Chlormequat chloride induced activation of calmodulin mediated PI3K/AKT signaling pathway led to impaired sperm quality in pubertal mice.

Chlormequat chloride (CCC), as a widely used plant growth regulator, can cause impaired sperm quality and decreased testosterone synthesis in pubertal rats, but the underlying mechanism remains unclear. The purpose of this study was to elucidate the toxicokinetics and tissue distribution of CCC, as well as the possible mechanism of CCC-induced impairment in sperm quality. The concentration of CCC reached its peak 1 h after a single dose (200 mg/kg·bw) administration in mice plasma, and a bimodal phenomenon appeared in the testes, liver, and epididymis. In vivo, 200 mg/kg CCC caused testicular damage and impaired sperm quality in pubertal mice, and the expression of p-tyrosine and GSK3α decreased in cauda epididymidis, sperm and testes. CCC also caused the down-regulation of AKAP4 and the up-regulation of calmodulin (CaM), and activated the PI3K/AKT signaling pathway in the testes. In vitro, CCC reduced the levels of p-tyrosine, AKAP4 and GSK3α, increased the level of CaM and activated the PI3K/AKT signaling pathway in GC-1 cells.
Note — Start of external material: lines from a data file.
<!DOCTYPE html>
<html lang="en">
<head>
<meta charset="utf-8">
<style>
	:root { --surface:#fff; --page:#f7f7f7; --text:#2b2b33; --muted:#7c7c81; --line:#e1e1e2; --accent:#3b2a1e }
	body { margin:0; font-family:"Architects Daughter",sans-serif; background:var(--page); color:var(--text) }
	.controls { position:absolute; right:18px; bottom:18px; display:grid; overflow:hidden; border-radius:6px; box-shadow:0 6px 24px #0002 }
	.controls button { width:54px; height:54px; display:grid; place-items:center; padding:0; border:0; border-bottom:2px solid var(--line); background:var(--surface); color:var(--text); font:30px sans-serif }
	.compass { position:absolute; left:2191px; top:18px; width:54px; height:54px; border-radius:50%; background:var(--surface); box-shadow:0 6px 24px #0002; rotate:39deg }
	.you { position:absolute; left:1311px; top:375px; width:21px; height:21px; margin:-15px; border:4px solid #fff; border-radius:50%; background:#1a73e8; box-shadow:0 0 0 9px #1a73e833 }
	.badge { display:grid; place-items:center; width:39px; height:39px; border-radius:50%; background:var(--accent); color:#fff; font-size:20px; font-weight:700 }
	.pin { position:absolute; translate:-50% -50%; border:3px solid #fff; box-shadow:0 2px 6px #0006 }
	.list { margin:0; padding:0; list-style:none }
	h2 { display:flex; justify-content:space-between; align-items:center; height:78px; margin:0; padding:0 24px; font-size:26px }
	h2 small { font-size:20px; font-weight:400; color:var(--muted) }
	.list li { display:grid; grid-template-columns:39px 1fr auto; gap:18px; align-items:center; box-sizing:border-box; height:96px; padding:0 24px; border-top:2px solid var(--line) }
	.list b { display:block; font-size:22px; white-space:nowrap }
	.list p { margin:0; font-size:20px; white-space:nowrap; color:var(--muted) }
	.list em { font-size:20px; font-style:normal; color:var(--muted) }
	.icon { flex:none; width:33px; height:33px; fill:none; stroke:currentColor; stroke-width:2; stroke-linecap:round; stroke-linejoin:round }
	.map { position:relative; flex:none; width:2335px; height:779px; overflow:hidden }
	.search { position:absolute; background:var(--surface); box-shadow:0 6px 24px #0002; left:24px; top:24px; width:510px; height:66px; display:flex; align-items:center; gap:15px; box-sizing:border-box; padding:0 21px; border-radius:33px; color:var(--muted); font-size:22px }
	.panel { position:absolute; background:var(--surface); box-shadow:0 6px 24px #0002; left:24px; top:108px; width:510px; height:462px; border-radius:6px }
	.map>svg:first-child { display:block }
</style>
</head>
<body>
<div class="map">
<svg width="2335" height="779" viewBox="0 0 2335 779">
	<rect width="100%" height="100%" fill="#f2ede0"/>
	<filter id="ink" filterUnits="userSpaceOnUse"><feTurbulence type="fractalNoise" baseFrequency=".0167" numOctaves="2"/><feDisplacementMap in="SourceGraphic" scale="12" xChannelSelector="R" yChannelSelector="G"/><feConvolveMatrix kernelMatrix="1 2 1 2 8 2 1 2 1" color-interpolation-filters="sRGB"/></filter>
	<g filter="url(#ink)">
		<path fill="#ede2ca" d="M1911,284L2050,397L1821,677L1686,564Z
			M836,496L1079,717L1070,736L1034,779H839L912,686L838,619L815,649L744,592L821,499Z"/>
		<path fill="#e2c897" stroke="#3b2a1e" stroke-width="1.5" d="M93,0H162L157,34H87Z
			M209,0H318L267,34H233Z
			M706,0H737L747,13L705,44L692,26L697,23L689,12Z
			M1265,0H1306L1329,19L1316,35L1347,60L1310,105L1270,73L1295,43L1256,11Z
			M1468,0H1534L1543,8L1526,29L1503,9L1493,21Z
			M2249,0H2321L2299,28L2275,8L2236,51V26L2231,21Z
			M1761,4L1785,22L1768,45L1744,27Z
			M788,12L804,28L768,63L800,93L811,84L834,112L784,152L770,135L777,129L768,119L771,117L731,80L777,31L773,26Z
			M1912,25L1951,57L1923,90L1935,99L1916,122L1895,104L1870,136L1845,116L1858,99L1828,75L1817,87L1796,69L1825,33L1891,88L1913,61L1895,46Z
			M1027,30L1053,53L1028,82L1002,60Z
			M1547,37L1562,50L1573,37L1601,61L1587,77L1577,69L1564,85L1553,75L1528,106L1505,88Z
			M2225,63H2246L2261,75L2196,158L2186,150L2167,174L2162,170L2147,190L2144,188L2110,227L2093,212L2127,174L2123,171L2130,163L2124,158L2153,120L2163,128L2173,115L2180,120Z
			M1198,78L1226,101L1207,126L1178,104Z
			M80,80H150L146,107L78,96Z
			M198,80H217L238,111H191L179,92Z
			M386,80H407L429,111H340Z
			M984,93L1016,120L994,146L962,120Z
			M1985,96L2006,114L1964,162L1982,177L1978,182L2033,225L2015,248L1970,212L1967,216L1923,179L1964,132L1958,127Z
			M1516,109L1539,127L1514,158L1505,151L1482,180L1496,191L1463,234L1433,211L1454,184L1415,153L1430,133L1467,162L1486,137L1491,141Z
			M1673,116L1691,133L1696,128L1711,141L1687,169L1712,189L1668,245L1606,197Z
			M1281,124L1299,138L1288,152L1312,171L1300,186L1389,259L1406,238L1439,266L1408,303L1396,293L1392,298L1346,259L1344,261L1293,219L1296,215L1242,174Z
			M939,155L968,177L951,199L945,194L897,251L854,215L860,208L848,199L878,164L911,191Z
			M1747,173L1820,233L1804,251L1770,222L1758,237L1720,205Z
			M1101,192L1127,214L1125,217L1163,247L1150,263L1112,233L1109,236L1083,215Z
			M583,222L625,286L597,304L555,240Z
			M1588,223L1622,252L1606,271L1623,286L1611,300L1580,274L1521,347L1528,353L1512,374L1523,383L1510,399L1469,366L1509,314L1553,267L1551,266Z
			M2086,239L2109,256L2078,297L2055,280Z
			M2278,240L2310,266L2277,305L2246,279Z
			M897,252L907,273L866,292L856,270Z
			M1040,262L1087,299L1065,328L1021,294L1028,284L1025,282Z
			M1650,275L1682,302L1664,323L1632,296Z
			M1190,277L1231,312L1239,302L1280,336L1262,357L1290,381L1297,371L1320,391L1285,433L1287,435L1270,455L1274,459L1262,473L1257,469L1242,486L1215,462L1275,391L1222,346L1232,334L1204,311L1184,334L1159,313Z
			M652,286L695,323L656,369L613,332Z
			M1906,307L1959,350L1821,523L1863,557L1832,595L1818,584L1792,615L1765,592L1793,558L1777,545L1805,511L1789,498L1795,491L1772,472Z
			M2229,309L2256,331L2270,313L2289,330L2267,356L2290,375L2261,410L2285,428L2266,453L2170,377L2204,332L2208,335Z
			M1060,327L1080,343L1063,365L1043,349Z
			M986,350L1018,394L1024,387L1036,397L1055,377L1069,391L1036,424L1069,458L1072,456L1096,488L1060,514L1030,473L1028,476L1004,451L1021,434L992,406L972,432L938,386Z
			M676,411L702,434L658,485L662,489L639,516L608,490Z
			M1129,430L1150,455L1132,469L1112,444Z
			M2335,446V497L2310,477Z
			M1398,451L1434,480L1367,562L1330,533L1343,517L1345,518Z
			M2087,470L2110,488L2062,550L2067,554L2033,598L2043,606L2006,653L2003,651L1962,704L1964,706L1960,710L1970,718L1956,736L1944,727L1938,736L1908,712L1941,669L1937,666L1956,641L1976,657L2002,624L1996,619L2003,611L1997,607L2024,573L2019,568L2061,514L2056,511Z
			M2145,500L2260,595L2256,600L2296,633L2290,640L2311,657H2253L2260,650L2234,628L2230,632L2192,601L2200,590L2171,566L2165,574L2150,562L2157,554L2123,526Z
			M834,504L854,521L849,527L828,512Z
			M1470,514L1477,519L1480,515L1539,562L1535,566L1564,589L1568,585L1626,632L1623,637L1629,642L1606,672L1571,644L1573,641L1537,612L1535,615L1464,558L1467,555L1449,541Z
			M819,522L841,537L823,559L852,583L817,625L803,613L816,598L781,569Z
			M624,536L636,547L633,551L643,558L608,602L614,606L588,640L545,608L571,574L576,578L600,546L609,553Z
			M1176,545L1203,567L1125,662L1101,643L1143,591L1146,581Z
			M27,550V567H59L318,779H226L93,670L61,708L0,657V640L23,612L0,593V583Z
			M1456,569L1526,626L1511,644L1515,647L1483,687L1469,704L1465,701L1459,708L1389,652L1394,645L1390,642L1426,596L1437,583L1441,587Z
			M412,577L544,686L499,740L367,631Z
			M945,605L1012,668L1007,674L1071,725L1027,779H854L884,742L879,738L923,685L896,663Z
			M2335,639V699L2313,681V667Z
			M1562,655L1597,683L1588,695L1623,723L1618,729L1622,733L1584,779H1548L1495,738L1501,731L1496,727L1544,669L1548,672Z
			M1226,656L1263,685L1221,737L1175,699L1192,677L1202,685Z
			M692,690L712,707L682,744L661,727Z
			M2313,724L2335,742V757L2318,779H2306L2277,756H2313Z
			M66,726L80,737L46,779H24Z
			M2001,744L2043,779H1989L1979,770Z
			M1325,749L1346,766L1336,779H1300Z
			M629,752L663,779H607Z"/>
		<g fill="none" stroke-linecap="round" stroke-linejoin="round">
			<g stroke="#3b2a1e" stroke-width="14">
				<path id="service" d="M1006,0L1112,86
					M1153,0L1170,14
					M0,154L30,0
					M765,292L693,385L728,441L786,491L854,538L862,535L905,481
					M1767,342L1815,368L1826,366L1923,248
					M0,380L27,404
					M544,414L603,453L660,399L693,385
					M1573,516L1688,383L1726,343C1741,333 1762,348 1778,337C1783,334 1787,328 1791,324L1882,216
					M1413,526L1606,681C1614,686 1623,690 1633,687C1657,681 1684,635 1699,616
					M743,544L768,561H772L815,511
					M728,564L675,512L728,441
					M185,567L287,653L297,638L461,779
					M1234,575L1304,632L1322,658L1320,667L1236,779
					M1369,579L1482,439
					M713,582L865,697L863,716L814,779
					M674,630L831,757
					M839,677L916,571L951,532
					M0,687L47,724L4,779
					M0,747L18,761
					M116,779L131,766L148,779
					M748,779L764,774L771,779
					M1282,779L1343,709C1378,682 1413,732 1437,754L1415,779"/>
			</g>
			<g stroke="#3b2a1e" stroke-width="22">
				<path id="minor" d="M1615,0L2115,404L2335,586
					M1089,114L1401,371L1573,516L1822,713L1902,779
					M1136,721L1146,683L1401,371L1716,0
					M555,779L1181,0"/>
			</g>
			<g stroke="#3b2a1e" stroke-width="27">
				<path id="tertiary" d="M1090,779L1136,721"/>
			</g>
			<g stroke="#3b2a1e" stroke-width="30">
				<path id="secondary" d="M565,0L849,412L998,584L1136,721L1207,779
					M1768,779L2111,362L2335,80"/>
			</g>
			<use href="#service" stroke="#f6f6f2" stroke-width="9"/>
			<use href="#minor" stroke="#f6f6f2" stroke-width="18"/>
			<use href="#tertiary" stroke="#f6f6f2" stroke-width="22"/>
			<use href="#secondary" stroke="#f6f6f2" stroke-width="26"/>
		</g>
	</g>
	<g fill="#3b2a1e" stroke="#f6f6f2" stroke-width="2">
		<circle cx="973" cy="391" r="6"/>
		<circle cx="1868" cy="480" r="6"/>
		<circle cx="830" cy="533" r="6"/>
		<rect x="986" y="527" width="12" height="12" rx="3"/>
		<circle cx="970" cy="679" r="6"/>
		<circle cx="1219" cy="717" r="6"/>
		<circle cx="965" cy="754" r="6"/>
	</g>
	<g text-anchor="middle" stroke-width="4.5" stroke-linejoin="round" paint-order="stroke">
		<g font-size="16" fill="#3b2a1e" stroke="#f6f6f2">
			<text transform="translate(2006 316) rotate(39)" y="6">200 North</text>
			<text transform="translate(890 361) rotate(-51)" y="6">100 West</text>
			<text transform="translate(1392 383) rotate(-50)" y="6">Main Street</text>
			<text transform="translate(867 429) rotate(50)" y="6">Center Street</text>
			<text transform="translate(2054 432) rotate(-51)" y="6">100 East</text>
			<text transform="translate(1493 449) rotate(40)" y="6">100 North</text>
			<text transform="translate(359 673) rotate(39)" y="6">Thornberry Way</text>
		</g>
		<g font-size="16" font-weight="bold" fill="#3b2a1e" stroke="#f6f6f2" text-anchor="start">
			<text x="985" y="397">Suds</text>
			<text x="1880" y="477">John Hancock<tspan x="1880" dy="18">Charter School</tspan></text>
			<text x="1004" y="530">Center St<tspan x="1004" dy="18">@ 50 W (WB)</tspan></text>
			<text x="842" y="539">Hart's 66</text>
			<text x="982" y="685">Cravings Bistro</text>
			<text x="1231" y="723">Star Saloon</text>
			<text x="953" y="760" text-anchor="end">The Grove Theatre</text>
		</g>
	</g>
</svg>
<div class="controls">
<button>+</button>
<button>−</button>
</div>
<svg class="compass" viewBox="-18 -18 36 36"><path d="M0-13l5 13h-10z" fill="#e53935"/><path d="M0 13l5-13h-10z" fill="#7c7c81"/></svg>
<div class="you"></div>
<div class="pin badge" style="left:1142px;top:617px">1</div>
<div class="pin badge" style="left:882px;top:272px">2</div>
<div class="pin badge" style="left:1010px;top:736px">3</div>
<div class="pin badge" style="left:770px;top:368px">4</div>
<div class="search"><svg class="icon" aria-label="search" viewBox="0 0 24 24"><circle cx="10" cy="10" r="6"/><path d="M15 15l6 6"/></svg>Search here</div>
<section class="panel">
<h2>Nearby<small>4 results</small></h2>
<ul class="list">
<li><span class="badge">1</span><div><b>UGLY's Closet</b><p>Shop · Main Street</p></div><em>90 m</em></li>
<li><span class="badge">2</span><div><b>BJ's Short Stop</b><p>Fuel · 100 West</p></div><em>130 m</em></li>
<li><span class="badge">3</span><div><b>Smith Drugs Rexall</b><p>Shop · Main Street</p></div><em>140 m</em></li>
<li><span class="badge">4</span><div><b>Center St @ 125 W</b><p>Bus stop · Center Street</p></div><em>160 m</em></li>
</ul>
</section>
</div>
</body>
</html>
CaM antagonist (W-7 hydrochloride) and PI3K inhibitor (LY294002) can effectively improve the expression of GSK3α and AKAP4 by suppressing the PI3K/AKT signaling pathway in GC-1 cells treated with CCC. It was indicated that CCC induced impairment in sperm quality might be partially related to the activation of PI3K/AKT signaling pathway mediated by CaM.